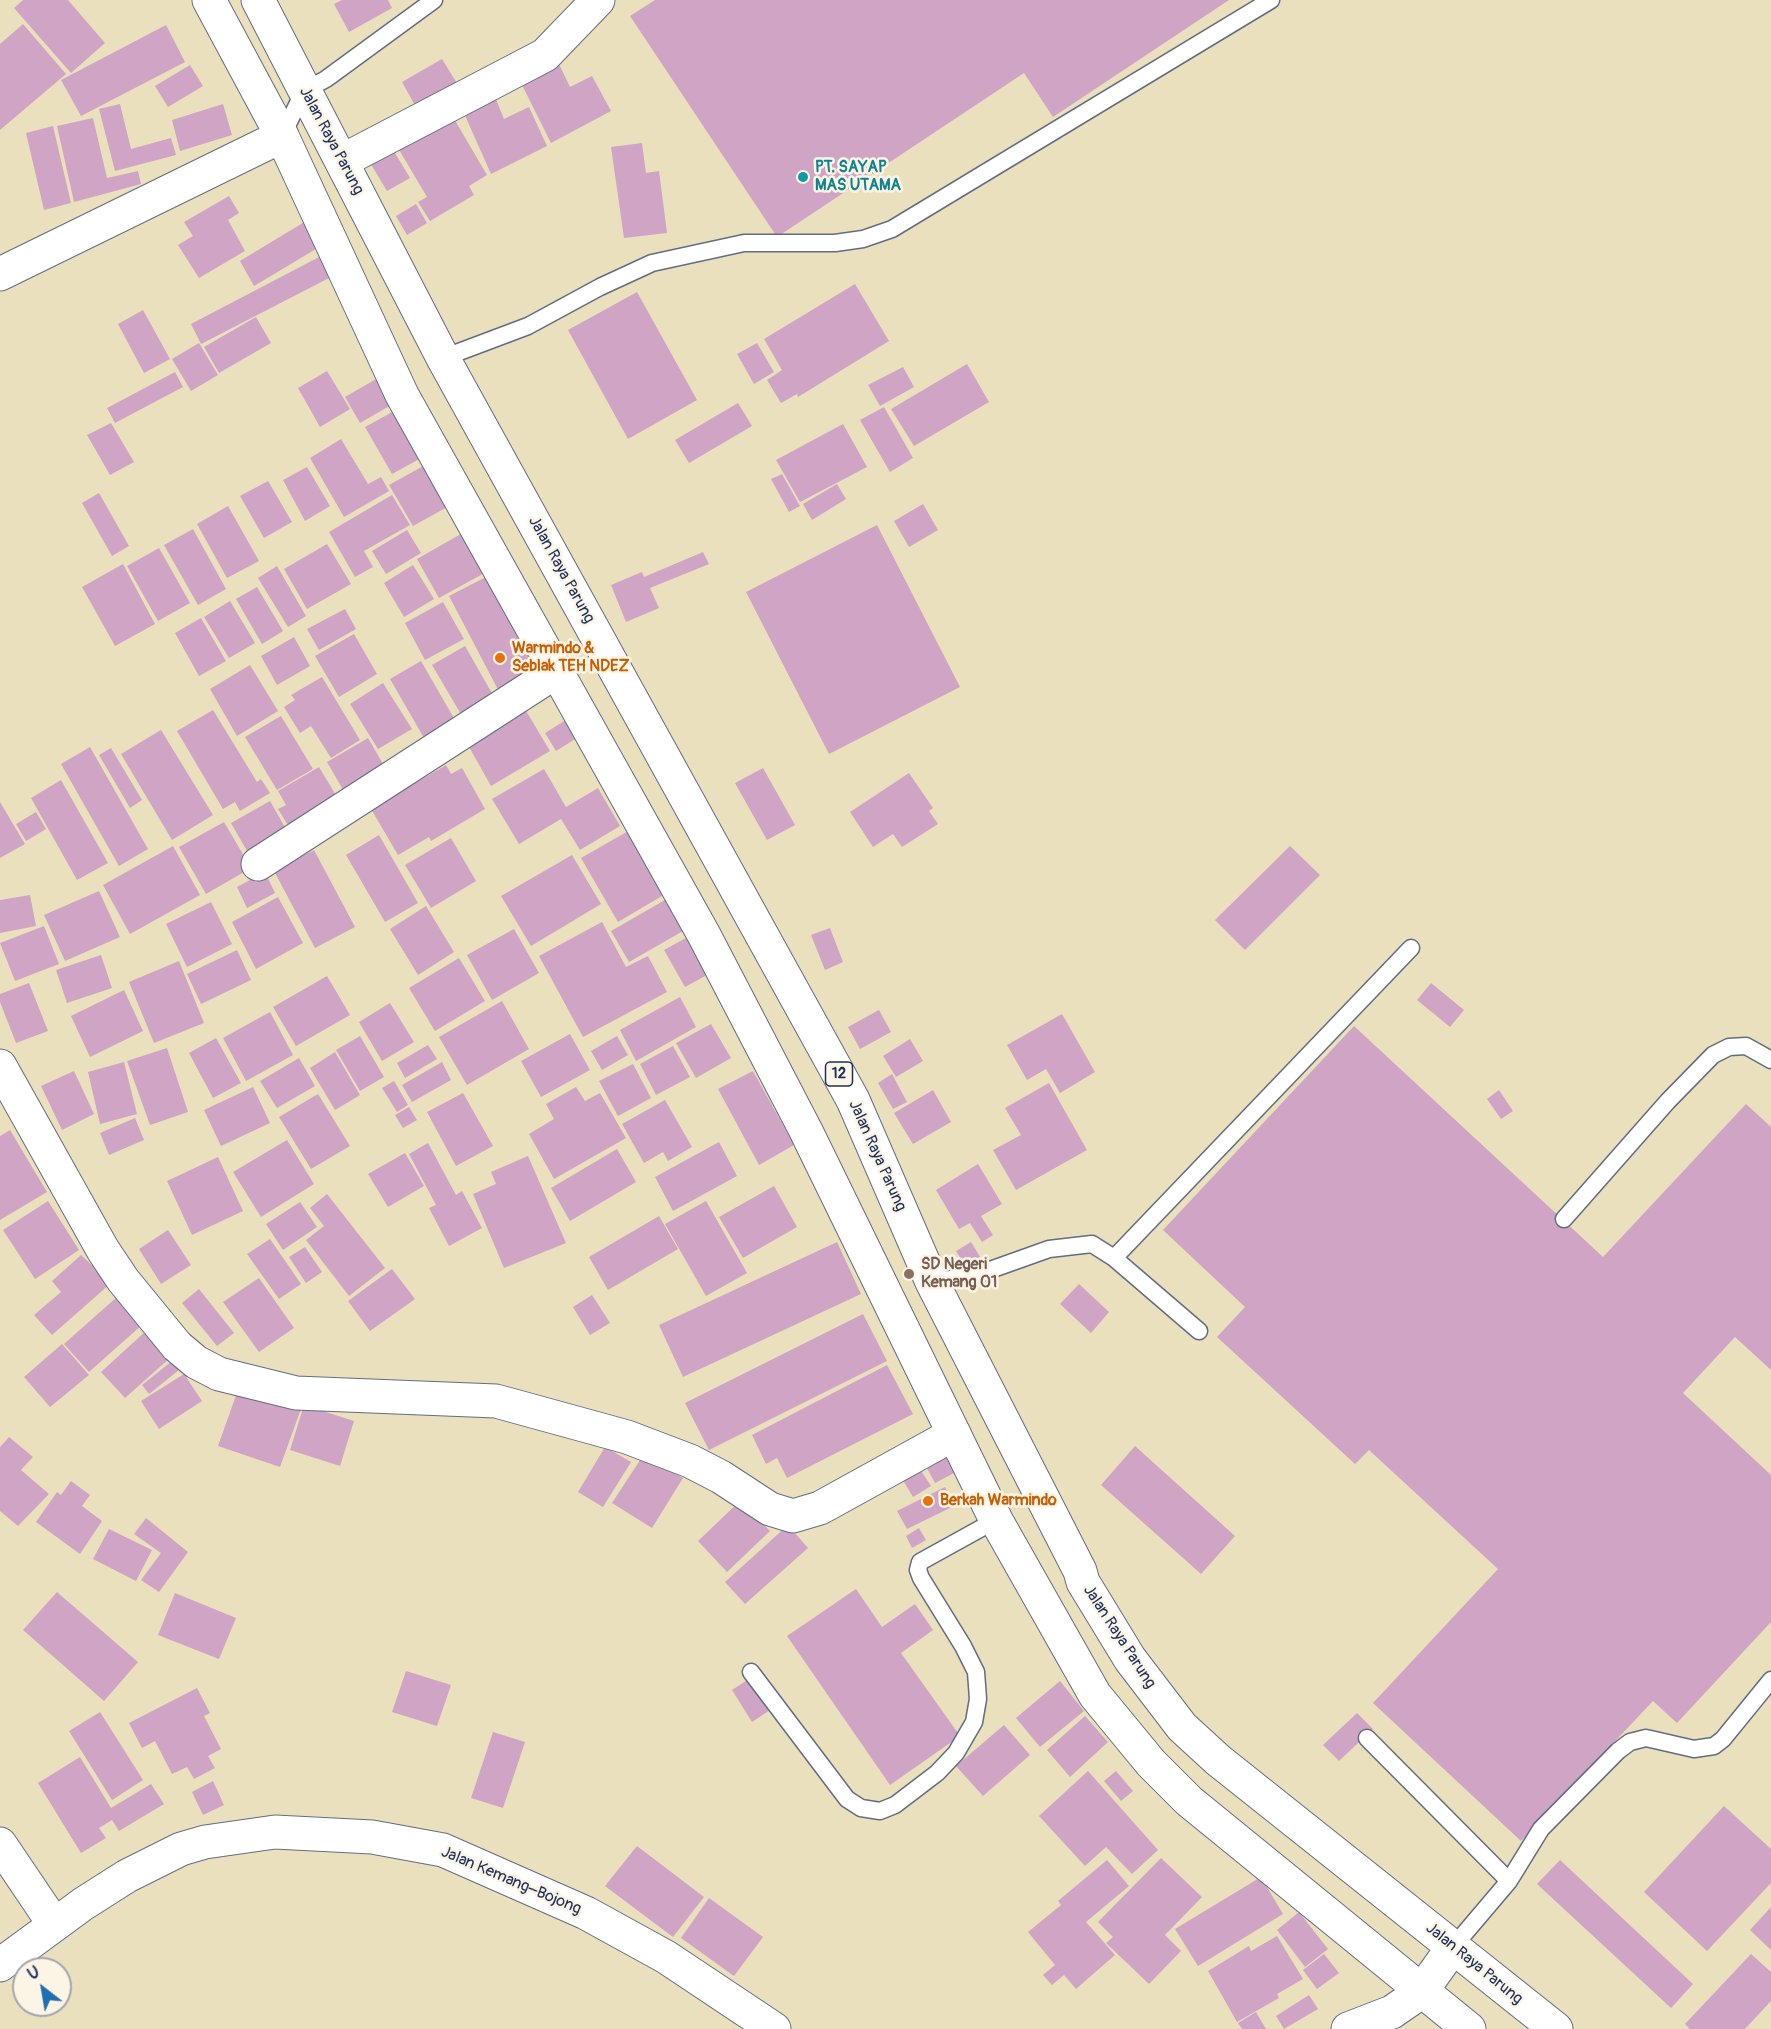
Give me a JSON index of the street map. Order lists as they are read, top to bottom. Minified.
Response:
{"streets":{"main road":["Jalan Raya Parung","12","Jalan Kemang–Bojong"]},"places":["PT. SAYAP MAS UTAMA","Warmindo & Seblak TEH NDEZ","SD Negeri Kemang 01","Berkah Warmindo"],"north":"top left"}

_____

## What you have to do
When you write out the material, keep every line exact and leave out each picture.

## Reply
Give me a JSON index of the street map. Order lists as they are read, top to bottom. Minified.
Response:
{"streets":{"main road":["Jalan Raya Parung","12","Jalan Kemang–Bojong"]},"places":["PT. SAYAP MAS UTAMA","Warmindo & Seblak TEH NDEZ","SD Negeri Kemang 01","Berkah Warmindo"],"north":"top left"}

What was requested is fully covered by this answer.